📓1.3: Files, Libraries, & APIs

Table of Contents


The Main Method

Once you start writing more comprehensive Python programs, you’ll want to include a main method in your code.

The purpose of checking for the main method is to make sure that the code in your main method is only run when it’s executed as a stand-alone program. Because of how Python’s import system works, if someone else imports your Python program, any code in it is executed on import.

We’ll talk more about imports and modules on day two, but let’s look at a quick example.

Let’s say we had a Python file named name_lib.py

def name_length(name):
    return len(name)

def upper_case_name(name):
    return name.upper()

def lower_case_name(name):
    return name.lower()

name = "Nina"
length = name_length(name)
upper_case = upper_case_name(name)

print(f"The length is {length} and the uppercase version is: {upper_case}")

If we ran this code, we’d see exactly what we expect.

(env) $ python name_lib.py
name_lib.py
The length is 4 and the uppercase version is: NINA

Writing Reusable Code

We went through all this trouble of writing a useful name library. What if someone else wanted to use our library in their own code by importing it?

Let’s say someone else wrote their own program, in other_program.py

import name_lib

my_name = "Fred"

my_length = name_lib.name_length(my_name)
my_lower_case = name_lib.lower_case_name(my_name)

print(f"In my code, my length is {my_length} and my lower case name is: {my_lower_case}")

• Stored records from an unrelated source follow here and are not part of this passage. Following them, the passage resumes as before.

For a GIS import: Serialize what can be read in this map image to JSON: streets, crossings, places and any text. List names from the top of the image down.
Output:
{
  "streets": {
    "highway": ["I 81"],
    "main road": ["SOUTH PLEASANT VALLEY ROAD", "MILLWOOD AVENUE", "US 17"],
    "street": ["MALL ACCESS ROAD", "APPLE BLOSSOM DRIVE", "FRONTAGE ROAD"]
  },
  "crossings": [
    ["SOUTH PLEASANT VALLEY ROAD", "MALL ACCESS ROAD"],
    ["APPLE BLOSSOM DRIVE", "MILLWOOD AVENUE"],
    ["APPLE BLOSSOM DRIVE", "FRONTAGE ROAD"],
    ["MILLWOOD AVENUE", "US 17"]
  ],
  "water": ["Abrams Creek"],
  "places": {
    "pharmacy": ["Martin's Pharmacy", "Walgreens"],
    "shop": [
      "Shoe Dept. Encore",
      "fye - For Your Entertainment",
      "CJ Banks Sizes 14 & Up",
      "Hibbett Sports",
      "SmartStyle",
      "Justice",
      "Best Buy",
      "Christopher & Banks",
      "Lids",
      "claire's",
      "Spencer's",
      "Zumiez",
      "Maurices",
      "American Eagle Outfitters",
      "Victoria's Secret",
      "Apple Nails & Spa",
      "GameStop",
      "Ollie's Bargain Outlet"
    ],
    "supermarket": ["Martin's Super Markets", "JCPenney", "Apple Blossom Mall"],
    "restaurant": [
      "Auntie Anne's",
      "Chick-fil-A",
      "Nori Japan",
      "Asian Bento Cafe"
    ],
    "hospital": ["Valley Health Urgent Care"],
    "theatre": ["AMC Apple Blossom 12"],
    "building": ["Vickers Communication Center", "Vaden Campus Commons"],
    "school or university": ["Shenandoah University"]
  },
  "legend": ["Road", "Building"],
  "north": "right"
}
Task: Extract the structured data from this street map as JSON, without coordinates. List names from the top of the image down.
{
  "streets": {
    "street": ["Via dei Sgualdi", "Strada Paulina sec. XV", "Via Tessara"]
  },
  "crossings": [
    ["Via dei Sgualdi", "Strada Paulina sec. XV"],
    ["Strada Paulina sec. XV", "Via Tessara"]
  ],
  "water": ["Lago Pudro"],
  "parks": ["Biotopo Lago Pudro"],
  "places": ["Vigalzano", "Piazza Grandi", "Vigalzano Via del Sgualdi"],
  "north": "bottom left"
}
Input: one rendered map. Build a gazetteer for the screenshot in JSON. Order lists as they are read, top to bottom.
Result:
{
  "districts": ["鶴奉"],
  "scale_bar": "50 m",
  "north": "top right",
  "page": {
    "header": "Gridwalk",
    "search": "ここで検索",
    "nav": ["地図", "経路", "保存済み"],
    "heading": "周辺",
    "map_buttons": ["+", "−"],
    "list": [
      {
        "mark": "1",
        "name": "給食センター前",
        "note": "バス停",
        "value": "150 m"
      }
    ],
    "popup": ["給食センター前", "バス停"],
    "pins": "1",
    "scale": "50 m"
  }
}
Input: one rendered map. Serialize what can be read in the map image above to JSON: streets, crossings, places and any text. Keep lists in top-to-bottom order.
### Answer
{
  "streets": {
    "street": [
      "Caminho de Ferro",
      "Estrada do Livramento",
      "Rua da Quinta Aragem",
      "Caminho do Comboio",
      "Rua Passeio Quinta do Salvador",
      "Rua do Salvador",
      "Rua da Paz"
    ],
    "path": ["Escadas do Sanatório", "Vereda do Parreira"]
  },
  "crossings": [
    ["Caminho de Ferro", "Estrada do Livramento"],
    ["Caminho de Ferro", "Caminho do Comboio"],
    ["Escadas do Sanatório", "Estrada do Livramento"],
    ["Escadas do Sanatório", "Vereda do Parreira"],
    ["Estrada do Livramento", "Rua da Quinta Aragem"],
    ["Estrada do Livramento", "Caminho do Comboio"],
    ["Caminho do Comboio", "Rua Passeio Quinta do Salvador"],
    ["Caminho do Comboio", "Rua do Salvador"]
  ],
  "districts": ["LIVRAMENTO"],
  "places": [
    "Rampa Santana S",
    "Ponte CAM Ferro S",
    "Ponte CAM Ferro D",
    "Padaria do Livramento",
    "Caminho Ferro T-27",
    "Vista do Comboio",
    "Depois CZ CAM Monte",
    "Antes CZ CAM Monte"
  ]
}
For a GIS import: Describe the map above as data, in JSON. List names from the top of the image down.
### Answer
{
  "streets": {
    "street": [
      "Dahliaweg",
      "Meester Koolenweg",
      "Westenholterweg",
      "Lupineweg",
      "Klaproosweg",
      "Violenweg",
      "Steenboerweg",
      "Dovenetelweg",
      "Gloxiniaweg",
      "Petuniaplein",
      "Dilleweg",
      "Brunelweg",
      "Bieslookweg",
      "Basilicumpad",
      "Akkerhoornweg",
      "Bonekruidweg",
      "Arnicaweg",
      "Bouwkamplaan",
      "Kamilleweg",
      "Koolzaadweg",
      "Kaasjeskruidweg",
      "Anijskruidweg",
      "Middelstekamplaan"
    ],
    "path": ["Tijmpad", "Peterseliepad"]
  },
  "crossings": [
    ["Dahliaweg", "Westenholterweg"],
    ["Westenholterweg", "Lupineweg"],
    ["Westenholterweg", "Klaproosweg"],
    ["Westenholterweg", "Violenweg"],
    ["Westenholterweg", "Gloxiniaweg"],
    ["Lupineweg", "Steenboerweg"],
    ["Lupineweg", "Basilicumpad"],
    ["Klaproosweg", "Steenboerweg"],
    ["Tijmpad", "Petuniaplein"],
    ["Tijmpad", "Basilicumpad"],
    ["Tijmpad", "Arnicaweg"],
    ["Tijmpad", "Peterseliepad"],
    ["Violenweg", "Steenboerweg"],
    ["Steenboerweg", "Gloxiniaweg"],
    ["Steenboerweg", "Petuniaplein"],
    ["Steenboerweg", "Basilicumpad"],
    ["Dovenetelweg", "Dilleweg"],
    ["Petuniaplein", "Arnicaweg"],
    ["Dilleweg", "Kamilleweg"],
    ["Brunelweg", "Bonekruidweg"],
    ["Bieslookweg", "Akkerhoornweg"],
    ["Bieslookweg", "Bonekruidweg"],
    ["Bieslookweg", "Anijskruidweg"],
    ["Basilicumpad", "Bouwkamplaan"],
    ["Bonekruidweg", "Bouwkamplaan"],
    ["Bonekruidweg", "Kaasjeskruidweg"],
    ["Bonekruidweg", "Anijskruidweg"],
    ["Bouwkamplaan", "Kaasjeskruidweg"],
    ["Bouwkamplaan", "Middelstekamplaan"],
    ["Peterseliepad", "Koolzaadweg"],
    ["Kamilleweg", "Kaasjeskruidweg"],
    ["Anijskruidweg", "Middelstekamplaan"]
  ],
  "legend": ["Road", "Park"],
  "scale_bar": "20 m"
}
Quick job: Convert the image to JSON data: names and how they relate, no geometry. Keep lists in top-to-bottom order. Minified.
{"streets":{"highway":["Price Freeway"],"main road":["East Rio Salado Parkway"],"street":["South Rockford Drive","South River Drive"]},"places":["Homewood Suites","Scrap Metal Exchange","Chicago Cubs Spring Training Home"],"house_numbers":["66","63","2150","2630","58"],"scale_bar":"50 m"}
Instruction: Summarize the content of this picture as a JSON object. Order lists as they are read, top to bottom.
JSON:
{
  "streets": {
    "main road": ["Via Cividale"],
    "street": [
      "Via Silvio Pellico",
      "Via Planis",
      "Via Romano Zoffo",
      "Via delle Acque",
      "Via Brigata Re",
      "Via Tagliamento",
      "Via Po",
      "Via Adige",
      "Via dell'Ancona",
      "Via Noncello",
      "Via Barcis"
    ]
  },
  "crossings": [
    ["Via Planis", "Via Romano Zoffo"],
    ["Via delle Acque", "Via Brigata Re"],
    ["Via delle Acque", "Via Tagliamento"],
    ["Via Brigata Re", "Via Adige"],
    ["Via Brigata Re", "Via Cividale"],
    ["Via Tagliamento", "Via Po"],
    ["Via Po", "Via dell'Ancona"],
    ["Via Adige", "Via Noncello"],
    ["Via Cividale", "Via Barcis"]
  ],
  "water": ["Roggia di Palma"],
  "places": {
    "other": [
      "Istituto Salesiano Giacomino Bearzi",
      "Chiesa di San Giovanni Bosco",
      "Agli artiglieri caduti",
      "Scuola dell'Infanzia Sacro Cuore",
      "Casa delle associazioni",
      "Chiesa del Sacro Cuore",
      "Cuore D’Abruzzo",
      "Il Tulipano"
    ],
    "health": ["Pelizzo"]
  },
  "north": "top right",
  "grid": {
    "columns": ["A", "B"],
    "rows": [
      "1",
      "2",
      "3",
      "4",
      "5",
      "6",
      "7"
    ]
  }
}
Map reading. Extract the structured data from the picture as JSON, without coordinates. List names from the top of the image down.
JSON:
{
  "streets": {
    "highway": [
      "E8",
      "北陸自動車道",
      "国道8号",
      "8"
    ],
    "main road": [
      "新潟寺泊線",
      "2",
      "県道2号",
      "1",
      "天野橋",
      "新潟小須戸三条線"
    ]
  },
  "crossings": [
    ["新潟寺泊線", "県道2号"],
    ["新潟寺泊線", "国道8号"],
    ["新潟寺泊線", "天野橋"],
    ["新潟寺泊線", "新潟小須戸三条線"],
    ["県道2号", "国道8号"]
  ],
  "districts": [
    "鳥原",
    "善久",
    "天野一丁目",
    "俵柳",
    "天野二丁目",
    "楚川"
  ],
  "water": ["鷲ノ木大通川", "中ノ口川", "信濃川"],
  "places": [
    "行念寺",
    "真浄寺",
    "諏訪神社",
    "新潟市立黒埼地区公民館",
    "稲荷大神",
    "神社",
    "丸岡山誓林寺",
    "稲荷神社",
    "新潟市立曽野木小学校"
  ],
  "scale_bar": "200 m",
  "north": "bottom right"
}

If we ran this, we’d see the following result:

(env) $ python other_program.py

The length is 4 and the uppercase version is: NINA
In my code, my length is 4 and my lower case name is: fred

If I’m Fred, I just wanted to use this cool library. But all of a sudden, I’m seeing information about Nina!

To prevent this from happening, we want to write a conditional that will only run our code if we’re the ones running the program directly.

To do that, we’ll need to check if __name__ == __main__.

Let’s unwrap that.

__name__ is a special variable that’s set by Python that tells it where it was called from. We can tell it’s a special variable because it starts and ends with __. That’s a hint that you don’t want to change the value of this variable, or it could adversely affect the execution of your Python program.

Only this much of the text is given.